When asked whether taxes will ultimately need to be raised to help resolve the budget deficit, those in favor of and opposed to taxes tend to split on party lines, with 54-37% of Democrats and voters not identifying with any major party expressing the view that taxes will have to be raised. Republican voters by a margin of 55-36% express the view that taxes will not have to be raised.
Another question asked whether Californians think that existing taxes are too high. 29% think that taxes are “much too high,” and 28% think that they are “somewhat high.” The ratio of voters saying that taxes are “much too high” has tended within the range of 28-32% over most of the last 15 years; the last time that the ratio was over 32% was in 1991, when 38% said that they thought that taxes were “much too high.”

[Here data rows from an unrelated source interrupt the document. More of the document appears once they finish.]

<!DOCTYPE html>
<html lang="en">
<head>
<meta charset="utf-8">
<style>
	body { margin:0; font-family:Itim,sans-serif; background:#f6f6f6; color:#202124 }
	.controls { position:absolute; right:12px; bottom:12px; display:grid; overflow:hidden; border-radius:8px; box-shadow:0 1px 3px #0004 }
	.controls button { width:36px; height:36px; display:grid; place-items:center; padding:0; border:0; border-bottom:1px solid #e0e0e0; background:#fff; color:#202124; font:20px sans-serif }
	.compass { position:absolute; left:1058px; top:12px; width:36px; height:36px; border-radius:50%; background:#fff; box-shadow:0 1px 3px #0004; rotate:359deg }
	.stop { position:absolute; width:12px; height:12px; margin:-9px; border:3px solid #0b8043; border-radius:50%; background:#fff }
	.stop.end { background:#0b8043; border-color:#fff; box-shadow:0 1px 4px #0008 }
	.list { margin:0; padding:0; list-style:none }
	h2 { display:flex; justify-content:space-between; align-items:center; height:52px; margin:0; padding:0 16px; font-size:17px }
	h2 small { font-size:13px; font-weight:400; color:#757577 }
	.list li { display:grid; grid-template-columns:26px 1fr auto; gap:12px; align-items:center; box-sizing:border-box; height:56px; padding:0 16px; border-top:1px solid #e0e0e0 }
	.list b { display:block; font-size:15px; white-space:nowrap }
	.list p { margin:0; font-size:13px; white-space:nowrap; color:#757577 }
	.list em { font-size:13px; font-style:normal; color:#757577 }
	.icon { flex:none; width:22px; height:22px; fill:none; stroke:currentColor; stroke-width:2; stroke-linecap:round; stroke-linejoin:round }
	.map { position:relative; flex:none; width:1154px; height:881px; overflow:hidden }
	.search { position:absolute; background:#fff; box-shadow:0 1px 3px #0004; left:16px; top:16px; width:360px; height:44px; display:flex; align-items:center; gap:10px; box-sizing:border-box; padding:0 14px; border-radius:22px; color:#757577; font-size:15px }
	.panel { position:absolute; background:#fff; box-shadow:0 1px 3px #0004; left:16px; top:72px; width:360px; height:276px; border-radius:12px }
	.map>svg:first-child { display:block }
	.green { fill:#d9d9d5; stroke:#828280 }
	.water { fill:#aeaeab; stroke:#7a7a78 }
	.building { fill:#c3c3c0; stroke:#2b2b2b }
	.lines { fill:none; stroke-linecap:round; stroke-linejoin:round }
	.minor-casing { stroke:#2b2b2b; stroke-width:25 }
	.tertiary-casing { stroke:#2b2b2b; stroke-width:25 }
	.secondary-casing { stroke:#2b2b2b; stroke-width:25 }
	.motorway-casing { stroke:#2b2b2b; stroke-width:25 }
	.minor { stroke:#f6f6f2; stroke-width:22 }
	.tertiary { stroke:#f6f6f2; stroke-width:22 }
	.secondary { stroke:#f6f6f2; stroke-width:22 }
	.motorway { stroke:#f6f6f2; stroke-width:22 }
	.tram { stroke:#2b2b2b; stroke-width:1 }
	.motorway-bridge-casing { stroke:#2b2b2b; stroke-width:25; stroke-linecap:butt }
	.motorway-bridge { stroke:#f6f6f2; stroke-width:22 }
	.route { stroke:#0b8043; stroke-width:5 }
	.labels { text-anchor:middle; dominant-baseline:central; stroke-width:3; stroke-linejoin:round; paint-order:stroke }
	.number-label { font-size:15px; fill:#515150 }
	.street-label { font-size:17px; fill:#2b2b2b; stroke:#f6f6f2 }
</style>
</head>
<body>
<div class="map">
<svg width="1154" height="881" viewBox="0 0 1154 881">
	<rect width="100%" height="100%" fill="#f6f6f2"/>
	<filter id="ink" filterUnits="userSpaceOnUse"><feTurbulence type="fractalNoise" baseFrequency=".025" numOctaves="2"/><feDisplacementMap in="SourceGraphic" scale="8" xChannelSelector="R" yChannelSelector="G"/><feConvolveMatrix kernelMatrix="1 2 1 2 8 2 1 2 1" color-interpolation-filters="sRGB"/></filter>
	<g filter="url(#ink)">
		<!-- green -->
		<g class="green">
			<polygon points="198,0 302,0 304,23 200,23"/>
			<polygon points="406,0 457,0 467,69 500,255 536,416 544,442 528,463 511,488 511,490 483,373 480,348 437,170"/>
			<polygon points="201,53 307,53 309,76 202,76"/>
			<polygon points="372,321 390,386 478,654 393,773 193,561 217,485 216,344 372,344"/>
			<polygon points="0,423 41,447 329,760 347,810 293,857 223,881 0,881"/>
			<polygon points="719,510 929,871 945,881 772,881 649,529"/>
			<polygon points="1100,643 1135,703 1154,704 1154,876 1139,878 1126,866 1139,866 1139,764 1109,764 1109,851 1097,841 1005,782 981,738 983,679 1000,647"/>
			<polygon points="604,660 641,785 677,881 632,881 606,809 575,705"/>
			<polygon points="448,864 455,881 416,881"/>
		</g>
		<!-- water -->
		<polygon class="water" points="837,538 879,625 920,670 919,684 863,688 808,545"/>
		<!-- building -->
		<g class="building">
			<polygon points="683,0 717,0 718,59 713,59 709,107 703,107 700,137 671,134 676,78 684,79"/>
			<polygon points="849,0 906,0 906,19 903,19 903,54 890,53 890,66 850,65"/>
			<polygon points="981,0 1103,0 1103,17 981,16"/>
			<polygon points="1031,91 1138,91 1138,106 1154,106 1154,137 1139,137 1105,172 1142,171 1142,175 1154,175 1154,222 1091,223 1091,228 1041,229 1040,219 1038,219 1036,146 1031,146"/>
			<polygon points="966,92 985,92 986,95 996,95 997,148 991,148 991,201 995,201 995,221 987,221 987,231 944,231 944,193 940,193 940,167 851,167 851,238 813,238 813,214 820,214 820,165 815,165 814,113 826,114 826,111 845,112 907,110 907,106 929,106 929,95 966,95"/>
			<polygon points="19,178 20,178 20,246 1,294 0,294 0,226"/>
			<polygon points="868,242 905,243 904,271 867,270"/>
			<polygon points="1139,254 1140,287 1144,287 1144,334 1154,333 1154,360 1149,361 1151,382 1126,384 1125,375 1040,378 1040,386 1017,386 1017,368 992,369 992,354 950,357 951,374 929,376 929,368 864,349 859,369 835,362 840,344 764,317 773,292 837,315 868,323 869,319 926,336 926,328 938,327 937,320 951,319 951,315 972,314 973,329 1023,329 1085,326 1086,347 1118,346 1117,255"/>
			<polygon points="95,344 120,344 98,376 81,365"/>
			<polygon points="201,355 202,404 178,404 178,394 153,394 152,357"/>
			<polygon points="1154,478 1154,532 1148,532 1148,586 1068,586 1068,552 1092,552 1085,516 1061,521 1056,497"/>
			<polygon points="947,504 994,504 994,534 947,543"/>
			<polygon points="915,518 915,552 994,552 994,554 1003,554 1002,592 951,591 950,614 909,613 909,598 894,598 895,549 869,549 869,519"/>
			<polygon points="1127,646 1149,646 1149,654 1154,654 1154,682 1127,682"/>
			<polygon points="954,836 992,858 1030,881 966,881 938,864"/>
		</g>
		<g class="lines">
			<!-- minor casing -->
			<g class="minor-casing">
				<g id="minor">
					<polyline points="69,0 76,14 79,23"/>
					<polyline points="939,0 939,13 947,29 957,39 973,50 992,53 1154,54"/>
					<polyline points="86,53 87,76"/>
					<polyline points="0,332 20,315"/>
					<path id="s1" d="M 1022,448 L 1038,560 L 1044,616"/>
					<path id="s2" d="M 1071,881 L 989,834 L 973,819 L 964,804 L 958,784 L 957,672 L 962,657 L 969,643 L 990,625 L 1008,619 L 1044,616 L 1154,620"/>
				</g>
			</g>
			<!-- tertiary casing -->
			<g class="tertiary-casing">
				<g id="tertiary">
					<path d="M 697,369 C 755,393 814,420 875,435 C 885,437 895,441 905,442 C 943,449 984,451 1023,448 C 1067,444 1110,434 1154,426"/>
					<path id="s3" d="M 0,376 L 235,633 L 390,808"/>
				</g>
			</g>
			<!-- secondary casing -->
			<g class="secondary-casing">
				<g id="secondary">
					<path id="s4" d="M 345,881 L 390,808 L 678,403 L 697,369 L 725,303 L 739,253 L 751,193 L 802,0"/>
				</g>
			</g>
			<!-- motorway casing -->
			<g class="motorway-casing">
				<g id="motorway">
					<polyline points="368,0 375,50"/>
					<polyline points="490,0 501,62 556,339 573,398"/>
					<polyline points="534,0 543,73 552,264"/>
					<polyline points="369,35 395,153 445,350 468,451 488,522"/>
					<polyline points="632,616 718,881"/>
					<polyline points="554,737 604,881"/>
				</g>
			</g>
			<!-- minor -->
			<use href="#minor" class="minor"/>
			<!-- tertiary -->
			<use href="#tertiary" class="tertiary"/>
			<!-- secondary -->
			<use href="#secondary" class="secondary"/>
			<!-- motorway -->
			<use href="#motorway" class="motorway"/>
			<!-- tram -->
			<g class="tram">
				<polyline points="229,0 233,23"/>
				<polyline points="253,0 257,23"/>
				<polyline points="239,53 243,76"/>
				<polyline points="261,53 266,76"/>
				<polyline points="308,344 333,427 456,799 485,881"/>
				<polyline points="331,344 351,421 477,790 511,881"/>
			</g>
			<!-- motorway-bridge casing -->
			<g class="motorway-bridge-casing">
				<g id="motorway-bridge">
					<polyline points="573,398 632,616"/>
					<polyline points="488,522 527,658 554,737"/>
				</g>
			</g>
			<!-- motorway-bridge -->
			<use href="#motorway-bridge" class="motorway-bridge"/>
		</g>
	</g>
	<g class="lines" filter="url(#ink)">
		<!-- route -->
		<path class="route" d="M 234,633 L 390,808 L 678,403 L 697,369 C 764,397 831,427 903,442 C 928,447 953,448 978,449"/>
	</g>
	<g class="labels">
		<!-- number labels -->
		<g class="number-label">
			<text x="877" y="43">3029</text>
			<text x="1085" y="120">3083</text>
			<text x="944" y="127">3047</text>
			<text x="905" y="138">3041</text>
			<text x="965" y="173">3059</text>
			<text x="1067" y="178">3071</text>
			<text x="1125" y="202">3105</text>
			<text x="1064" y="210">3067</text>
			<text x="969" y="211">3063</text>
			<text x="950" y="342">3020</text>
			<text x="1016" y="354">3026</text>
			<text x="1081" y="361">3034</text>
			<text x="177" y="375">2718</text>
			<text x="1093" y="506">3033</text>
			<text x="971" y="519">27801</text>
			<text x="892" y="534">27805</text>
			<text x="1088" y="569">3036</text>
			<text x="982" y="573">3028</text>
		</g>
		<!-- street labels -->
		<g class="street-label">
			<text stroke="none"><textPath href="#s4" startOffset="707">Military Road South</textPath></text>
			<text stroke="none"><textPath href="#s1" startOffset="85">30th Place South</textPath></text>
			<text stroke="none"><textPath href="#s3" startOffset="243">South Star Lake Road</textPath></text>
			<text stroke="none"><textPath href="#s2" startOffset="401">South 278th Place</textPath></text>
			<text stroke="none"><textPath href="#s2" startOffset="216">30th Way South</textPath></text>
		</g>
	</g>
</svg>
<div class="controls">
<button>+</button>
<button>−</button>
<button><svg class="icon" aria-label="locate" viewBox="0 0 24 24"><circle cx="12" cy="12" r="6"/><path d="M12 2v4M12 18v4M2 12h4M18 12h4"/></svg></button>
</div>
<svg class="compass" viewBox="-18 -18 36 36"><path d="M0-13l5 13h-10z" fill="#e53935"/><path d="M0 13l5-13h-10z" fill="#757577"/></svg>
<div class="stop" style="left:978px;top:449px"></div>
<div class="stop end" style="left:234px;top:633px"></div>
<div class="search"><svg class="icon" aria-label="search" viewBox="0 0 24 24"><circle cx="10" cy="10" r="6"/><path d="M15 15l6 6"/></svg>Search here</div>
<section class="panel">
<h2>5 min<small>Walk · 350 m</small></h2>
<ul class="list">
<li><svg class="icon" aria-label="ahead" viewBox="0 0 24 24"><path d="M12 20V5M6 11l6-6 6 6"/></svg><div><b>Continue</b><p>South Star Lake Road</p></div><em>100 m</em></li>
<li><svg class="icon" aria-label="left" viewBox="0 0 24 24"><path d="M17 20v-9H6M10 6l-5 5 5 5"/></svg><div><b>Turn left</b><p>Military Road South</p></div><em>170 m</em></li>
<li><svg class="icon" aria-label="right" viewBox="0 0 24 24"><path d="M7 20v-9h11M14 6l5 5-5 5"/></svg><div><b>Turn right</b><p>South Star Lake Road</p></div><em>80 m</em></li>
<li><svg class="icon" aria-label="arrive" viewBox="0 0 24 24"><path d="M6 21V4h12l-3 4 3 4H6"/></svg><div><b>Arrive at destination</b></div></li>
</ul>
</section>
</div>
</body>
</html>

The governor’s approval ratings continue to be high, with 60% of voters saying that they approve of his performance and 31% saying that they disapprove. Although Democrats approve of Schwarzenegger’s performance less than Republicans, a majority of 55% of Democrats nonetheless approves. Schwarzenegger’s approval ratings have been more or less on the upswing since April 2006, when his approval was at 39%. (His lowest approval rating was in August 2005, when the number approving was 36%). The governor’s current approval rating is four points higher than when the question was last asked in October.